Journaling Prompts for Social Anxiety at Work
Navigating office dynamics when you have social anxiety feels like walking through a minefield blindfolded. Every email format, Slack message, and meeting interaction becomes a source of intense scrutiny, leaving you exhausted by the mental gymnastics of trying to appear normal. This hyper-vigilance convinces you that everyone is judging your every move. Getting these fears onto paper acts as a release valve. It allows you to examine the catastrophic predictions your anxiety generates and measure them against the mundane reality of the workplace, reducing the power of imagined judgments.
Journaling Prompts
Write down the social interaction from today that is keeping you awake. What concrete evidence do you have that the other person is actually judging you, rather than just being busy or distracted?

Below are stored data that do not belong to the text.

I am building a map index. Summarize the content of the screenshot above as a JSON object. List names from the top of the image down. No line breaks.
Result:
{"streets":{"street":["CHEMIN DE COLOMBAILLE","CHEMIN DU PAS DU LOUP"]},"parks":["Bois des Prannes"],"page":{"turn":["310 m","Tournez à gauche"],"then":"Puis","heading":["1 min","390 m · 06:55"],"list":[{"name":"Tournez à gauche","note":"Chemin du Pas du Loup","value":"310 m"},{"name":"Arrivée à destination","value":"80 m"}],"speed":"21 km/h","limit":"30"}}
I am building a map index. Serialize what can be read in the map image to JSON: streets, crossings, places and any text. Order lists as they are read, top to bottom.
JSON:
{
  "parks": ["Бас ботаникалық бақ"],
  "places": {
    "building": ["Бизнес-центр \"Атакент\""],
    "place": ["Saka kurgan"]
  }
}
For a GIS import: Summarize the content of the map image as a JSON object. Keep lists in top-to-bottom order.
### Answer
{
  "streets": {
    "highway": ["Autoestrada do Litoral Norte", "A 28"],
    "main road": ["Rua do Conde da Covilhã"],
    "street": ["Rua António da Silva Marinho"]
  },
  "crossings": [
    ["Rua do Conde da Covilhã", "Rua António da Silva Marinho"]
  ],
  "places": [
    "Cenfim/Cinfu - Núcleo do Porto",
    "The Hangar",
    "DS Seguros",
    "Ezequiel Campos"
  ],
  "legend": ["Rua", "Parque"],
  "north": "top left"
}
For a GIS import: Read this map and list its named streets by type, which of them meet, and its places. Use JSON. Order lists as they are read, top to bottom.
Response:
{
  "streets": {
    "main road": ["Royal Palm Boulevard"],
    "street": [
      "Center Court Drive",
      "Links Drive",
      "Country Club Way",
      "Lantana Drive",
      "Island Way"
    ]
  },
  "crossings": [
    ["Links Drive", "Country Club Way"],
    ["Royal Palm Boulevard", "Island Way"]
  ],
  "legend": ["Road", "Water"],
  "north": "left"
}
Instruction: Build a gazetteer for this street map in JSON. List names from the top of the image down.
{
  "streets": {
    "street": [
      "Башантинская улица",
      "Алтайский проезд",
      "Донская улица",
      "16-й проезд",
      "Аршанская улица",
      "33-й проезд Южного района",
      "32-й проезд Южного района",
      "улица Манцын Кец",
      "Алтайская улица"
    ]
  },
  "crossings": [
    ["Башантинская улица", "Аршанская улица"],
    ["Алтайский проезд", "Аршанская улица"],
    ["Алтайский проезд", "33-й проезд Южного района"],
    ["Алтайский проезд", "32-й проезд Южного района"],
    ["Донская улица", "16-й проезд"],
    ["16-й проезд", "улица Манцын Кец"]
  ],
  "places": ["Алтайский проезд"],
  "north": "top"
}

What is the absolute worst thing that could happen if you stumble over your words in tomorrow's meeting? How would you recover from it in the actual moment?
List three times you thought an interaction went terribly, but it turned out completely fine. How does this pattern apply to your current worry?
Identify the physical sensations of your anxiety at work (e.g., tight chest, racing heart). What is one grounding technique you can use at your desk the moment these start?
If you stopped trying to aggressively manage everyone's perception of you, what is one small, authentic action you would take tomorrow?